Swedish Jokes / Recent Jokes

Two norwegians were telling swedish jokes. "Do you know how to save a swede from drowning?" the one said. "No," his friend said after a little while. The first norwegian grinned, "Oh, That`s good."

There were these two swedish twins who looked so incredibly alike, that sometimes they borrowed money from each other without the other really knowing about it.

A swedish road-worker was hired to paint the line that goes down the center of the road. The first day he managed to paint 2 kilometers, and his boss was very pleased. The next day he only painted 200 meters, but his boss thought that he`d probably started off too hard on the first day. But on the third day he was only able to paint 20 meters. The boss called him into the office and demanded an explanation. "Well, you see it`s getting so darn far to walk all the way to the paint bucket," the swede explained.

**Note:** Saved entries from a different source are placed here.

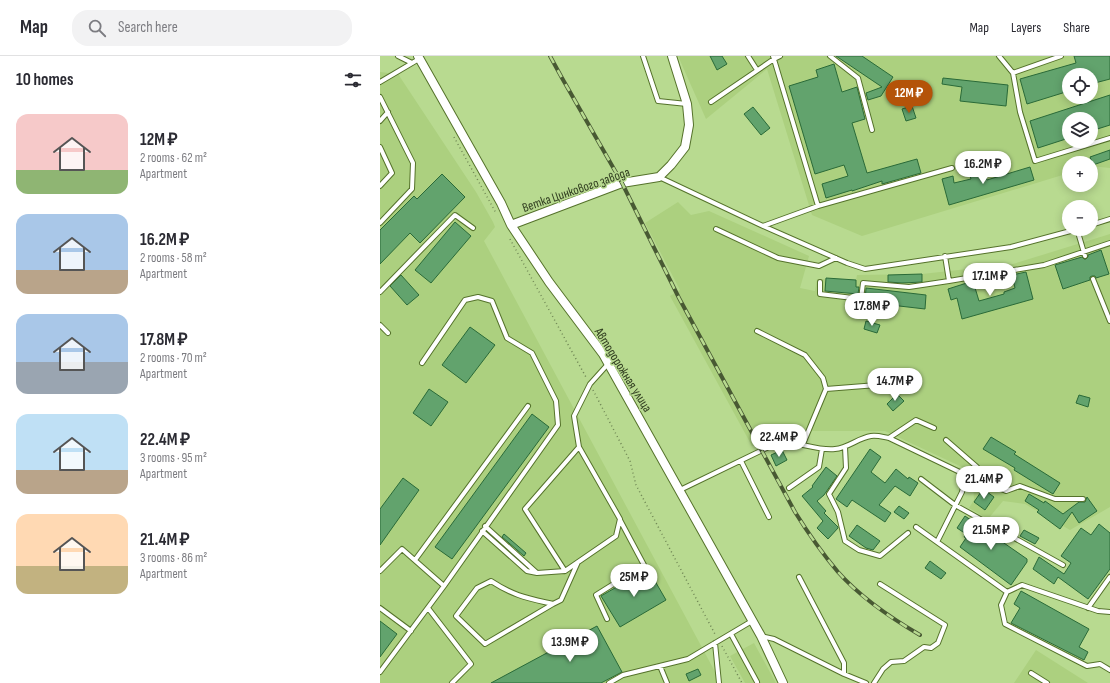 <!DOCTYPE html>
<html lang="en">
<head>
<meta charset="utf-8">
<style>
  body { margin:0; font-family:"Sofia Sans Condensed",sans-serif; background:#f2f2f3; color:#2b2b33; height:100vh; display:flex; flex-direction:column; font-size:15px; white-space:nowrap }
  * { box-sizing:border-box; margin:0 }
  p { font-size:13px; color:#7c7c81 }
  .icon { flex:none; width:22px; height:22px; fill:none; stroke:currentColor; stroke-width:2; stroke-linecap:round; stroke-linejoin:round }
  .map { position:relative; flex:1; overflow:hidden }
  .panel { display:flex; flex-direction:column; background:#fff; width:380px }
  .panel>* { flex:none }
  .controls { position:absolute; left:682px; top:12px; display:grid; gap:8px }
  .controls a { display:grid; place-items:center; width:36px; height:36px; border-radius:50%; background:#fff; box-shadow:0 2px 10px #0003; font-size:20px }
  .price { position:absolute; translate:-50% -34px; padding:0 9px; border-radius:14px; background:#fff; color:#222; font-size:13px; line-height:26px; filter:drop-shadow(0 1px 2px #0008) }
  .price::after { content:''; position:absolute; left:50%; top:24px; width:12px; height:9px; margin-left:-6px; background:inherit; clip-path:polygon(0 0,100% 0,50% 100%) }
  .price.on { background:#b45309; color:#fff }
  ul { padding:0; list-style:none }
  li { display:flex; align-items:center; gap:12px; height:100px; padding:0 16px }
  li span { display:grid; place-items:center; flex:none; width:112px; height:80px; border-radius:12px; color:#555 }
  li>.icon { margin-inline-start:auto }
  span .icon { width:48px; height:48px; fill:#fffc; stroke-width:1 }
  li b { font-size:17px }
  h2 { display:flex; justify-content:space-between; align-items:center; height:48px; padding:0 16px; font-size:17px }
  header { display:flex; align-items:center; gap:24px; box-sizing:border-box; height:56px; padding:0 20px; background:#fff; border-bottom:1px solid #e1e1e2 }
  header strong { font-size:19px }
  nav { display:flex; gap:22px; margin-inline-start:auto; font-size:14px }
  .search { width:280px; height:36px; background:#f2f2f3; display:flex; align-items:center; gap:10px; box-sizing:border-box; padding:0 14px; border-radius:16px; color:#7c7c81; font-size:15px }
  main { display:flex; flex:1; min-height:0 }
  .map>svg:first-child { display:block }
</style>
</head>
<body>
<header>
<strong>Map</strong>
<div class="search"><svg class="icon" aria-label="search" viewBox="0 0 24 24"><circle cx="10" cy="10" r="6"/><path d="M15 15l6 6"/></svg>Search here</div>
<nav><a>Map</a><a>Layers</a><a>Share</a></nav>
</header>
<main>
<section class="panel">
<h2>10 homes<svg class="icon" aria-label="filters" viewBox="0 0 24 24"><path d="M4 7h16M4 17h16"/><circle cx="9" cy="7" r="2"/><circle cx="15" cy="17" r="2"/></svg></h2>
<ul>
<li><span style="background:linear-gradient(#f6c9c9 70%,#8fb573 0)"><svg class="icon" aria-label="home" viewBox="0 0 24 24"><path d="M3 11l9-7 9 7M6 9v11h12V9"/></svg></span><div><b>12M ₽</b><p>2 rooms · 62 m²</p><p>Apartment</p></div></li>
<li><span style="background:linear-gradient(#a9c7e8 70%,#b9a48a 0)"><svg class="icon" aria-label="home" viewBox="0 0 24 24"><path d="M3 11l9-7 9 7M6 9v11h12V9"/></svg></span><div><b>16.2M ₽</b><p>2 rooms · 58 m²</p><p>Apartment</p></div></li>
<li><span style="background:linear-gradient(#a9c7e8 60%,#9aa5b1 0)"><svg class="icon" aria-label="home" viewBox="0 0 24 24"><path d="M3 11l9-7 9 7M6 9v11h12V9"/></svg></span><div><b>17.8M ₽</b><p>2 rooms · 70 m²</p><p>Apartment</p></div></li>
<li><span style="background:linear-gradient(#bfe0f5 70%,#b9a48a 0)"><svg class="icon" aria-label="home" viewBox="0 0 24 24"><path d="M3 11l9-7 9 7M6 9v11h12V9"/></svg></span><div><b>22.4M ₽</b><p>3 rooms · 95 m²</p><p>Apartment</p></div></li>
<li><span style="background:linear-gradient(#ffd9b3 65%,#c2b280 0)"><svg class="icon" aria-label="home" viewBox="0 0 24 24"><path d="M3 11l9-7 9 7M6 9v11h12V9"/></svg></span><div><b>21.4M ₽</b><p>3 rooms · 86 m²</p><p>Apartment</p></div></li>
</ul>
</section>
<div class="map">
<svg width="730" height="627" viewBox="0 0 730 627">
  <rect width="100%" height="100%" fill="#b8da90"/>
  <path fill="#acd07f" fill-rule="evenodd" d="M298,0H730V112L711,110V107H689V117L482,180L432,159L387,13L326,63ZM689,19H711V41H689ZM689,63H711V85H689Z
    M17,14L20,21L96,136L113,166L115,171L104,185L341,627H0V16L9,17Z
    M298,146L311,159L329,155L429,200L420,232L435,235L437,223L476,224L477,219L542,218L633,208L730,178V451L690,474L645,448L623,445L608,463L589,452L594,444L593,428L599,419L505,375H417L372,390L290,240L300,234L265,167Z
    M374,587L396,627H365L350,600Z
    M656,594L708,627H634Z"/>
  <path fill="#62a36d" stroke="#2a6a38" d="M330,0H342L347,8L337,14Z
    M456,0H482L513,21L501,40L488,44L486,37L502,31Z
    M694,0H730V23L711,28V19H689V35L647,48L640,23L696,7Z
    M454,8L462,36L477,31L485,63L472,67L487,117L537,103L541,117L502,128V125L472,135V134L446,142L442,128L468,120L464,109L435,118L409,30L438,21L436,14Z
    M563,22L628,29L626,50L580,45L582,31L562,28Z
    M730,39V69L711,75V63H689V82L658,92L650,65Z
    M532,50L536,62L526,65L522,53Z
    M373,51L390,72L381,79L364,58Z
    M730,94V103L713,109L710,101Z
    M650,111L654,124L569,149L562,123L573,120L574,127L591,123L589,117L603,112L607,124Z
    M62,118L85,141L40,187L30,177L0,208V174L34,140L37,143Z
    M75,166L91,180L51,227L35,214Z
    M721,194L729,218L716,222L715,220H712L710,221V224L683,233L675,209L702,201L704,203H706L708,201V199Z
    M646,216L653,243L582,263L577,242L571,244L568,233L593,225L599,245L624,238V236L635,232L632,219Z
    M542,218V226L522,227L508,226V219Z
    M21,219L39,239L27,249L10,230Z
    M446,222L476,224V231H479L478,238L445,235Z
    M486,232L546,239L545,253L485,246Z
    M486,265L500,269L497,277L484,273Z
    M90,271L115,289L86,327L62,309Z
    M49,333L68,346L51,370L33,357Z
    M517,338L524,345L513,355L507,348Z
    M699,339L710,342L708,351L696,347Z
    M152,358L169,371L72,503L55,491Z
    M611,381L636,396L634,398L680,427L673,438L634,414L635,412L603,393Z
    M490,393L501,401L491,416L505,427L516,413L528,423L529,421L538,427L530,440L515,430L499,449L511,457L505,466L472,444L467,451L456,443Z
    M402,394L407,404L396,410L391,399Z
    M446,411L457,420L444,439L437,445L446,455L444,457L458,471V472L448,483L437,472L443,465L422,440L433,431L432,430Z
    M23,422L39,434L0,489V453Z
    M603,433L614,441L605,454L594,446Z
    M649,438L664,447L665,445L683,458L699,446H705L707,441L717,455L699,467L692,456L680,473L657,456L659,454L645,445Z
    M519,450L529,457L524,463L514,456Z
    M585,460L647,503V506L631,529L580,491L586,482L584,481L586,478L577,472Z
    M719,468L730,477V513L708,543L678,521L674,528L653,513L659,501L684,518L691,507L681,500L701,472L711,479Z
    M477,469L500,485L493,494L486,492L469,480Z
    M644,474L659,482L655,488L640,480Z
    M124,478L146,497L144,500L122,481Z
    M550,505L566,517L561,523L545,512Z
    M268,513L286,544L240,571L221,540Z
    M641,535L709,573L699,591L708,596L704,604L631,567L640,552L634,548Z
    M0,565L17,578L0,601Z
    M217,570L242,616L221,627H111Z
    M318,613L321,619L309,625L306,618Z"/>
  <g fill="none" stroke-linecap="round" stroke-linejoin="round">
    <g stroke="#55722b" stroke-width="6">
      <path id="service" d="M18,0L32,7
        M263,0L278,45L307,48
        M368,0L377,14
        M393,0L438,150
        M450,0L478,22L492,74
        M619,0L633,17L640,56L655,105L730,82
        M633,17L681,0
        M0,26L39,3
        M0,41L33,107L32,133L0,167
        M331,46L394,3L400,0
        M0,65L8,56
        M0,91L12,117L0,130
        M279,121L383,170L467,207L485,213L631,191L698,173
        M711,169L730,163
        M383,170L438,150L572,112
        M336,173L398,202L439,210L456,202
        M697,173L705,200
        M565,200L569,225
        M713,223L730,265
        M440,226V238L481,243L483,227L529,231L569,225L664,209L730,187
        M0,236L75,159L93,172
        M0,269L8,277
        M377,275L425,299L443,322L446,333L423,388
        M446,333L497,329
        M509,382L536,364L554,372
        M566,384L597,411L610,428
        M465,391L466,412L449,438L458,456L465,485L479,494L500,500L528,477
        M361,405L389,461
        M586,419L626,435L640,430L675,443H703
        M541,423L575,449L683,509
        M409,432L439,411L442,393
        M300,434L399,386C418,385 436,395 455,393C468,392 478,382 491,380C497,379 503,381 509,382L586,419L582,436L557,486L536,471
        M102,475L147,515L157,517L105,470
        M557,486L627,536L642,529L718,555L730,556
        M35,504L148,350
        M0,515L22,493L64,530
        M185,515L145,453L199,391
        M157,517L185,515L236,480L240,463L199,391L194,360L210,328L228,308
        M419,521L464,607V618
        M627,536L621,549L625,568L707,610L720,608L730,614
        M173,548C147,542 134,540 111,525L97,532L76,560L105,588L173,548L181,544L198,506
        M0,552L31,575
        M48,552L91,608L72,627
        M708,552L730,521
        M227,563L216,539L264,509L240,464
        M351,578L377,626
        M381,580L394,583L464,618L486,627
        M335,587L339,627
        M280,610L287,627
        M0,616L64,530L178,369L176,345L152,297L127,282L112,245L98,241L85,244L42,307
        M651,617L667,627
        M229,627L243,619L308,603L372,565
        M494,627L503,613L511,606L524,605L544,591L551,592L558,587L565,569L500,528"/>
    </g>
    <g stroke="#55722b" stroke-width="10">
      <path id="minor" d="M38,0L121,147L131,169L169,226L223,298L381,580L403,627
        M131,169L242,127L279,121L291,109L305,91L309,69L307,48L292,0"/>
    </g>
    <path stroke="#6f8654" stroke-width="1.5" stroke-dasharray="1 3" stroke-linecap="butt" d="M74,81L116,157
      M130,183L207,323
      M213,334L250,405L256,429L336,580
      M342,590L362,627"/>
    <use href="#service" stroke="#fff" stroke-width="4"/>
    <use href="#minor" stroke="#fff" stroke-width="8"/>
    <g stroke="#485933" stroke-width="4">
      <path id="rail" d="M170,0L182,22L242,127L299,242L415,456C428,477 442,497 458,516C481,542 511,562 540,579"/>
    </g>
    <use href="#rail" stroke="#b8da90" stroke-width="2.5" stroke-dasharray="8" stroke-linecap="butt"/>
  </g>
  <g text-anchor="middle" dominant-baseline="central" stroke-width="3" stroke-linejoin="round" paint-order="stroke">
    <g font-size="13" fill="#313e20" stroke="#b8da90">
      <text transform="translate(196 134) rotate(-19)">Ветка Цинкового завода</text>
      <text transform="translate(243 314) rotate(58)">Автодорожная улица</text>
    </g>
  </g>
</svg>
<div class="controls">
<a><svg class="icon" aria-label="locate" viewBox="0 0 24 24"><circle cx="12" cy="12" r="6"/><path d="M12 2v4M12 18v4M2 12h4M18 12h4"/></svg></a>
<a><svg class="icon" aria-label="layers" viewBox="0 0 24 24"><path d="M12 4l9 5-9 5-9-5zM3 14l9 5 9-5"/></svg></a>
<a>+</a>
<a>−</a>
</div>
<b class="price on" style="left:529px;top:58px">12M ₽</b>
<b class="price" style="left:603px;top:129px">16.2M ₽</b>
<b class="price" style="left:610px;top:241px">17.1M ₽</b>
<b class="price" style="left:492px;top:271px">17.8M ₽</b>
<b class="price" style="left:515px;top:346px">14.7M ₽</b>
<b class="price" style="left:399px;top:402px">22.4M ₽</b>
<b class="price" style="left:604px;top:444px">21.4M ₽</b>
<b class="price" style="left:611px;top:495px">21.5M ₽</b>
<b class="price" style="left:254px;top:542px">25M ₽</b>
<b class="price" style="left:190px;top:607px">13.9M ₽</b>
</div>
</main>
</body>
</html>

Q: What is the similarity between drinking a Cola and a swede`s laugh? A: You can`t beat the feeling.

Q: What are beautiful women in Sweden called? A: Tourists.

A swede was travelling on the night-train, but he couldn`t find his seat. The conductor asked him if he could approximately remember where it was. "No," the swede said, "all I can remember is that there was a river outside of it."

Q: What is the penalty for suicide in Sweden? A: Life in prison.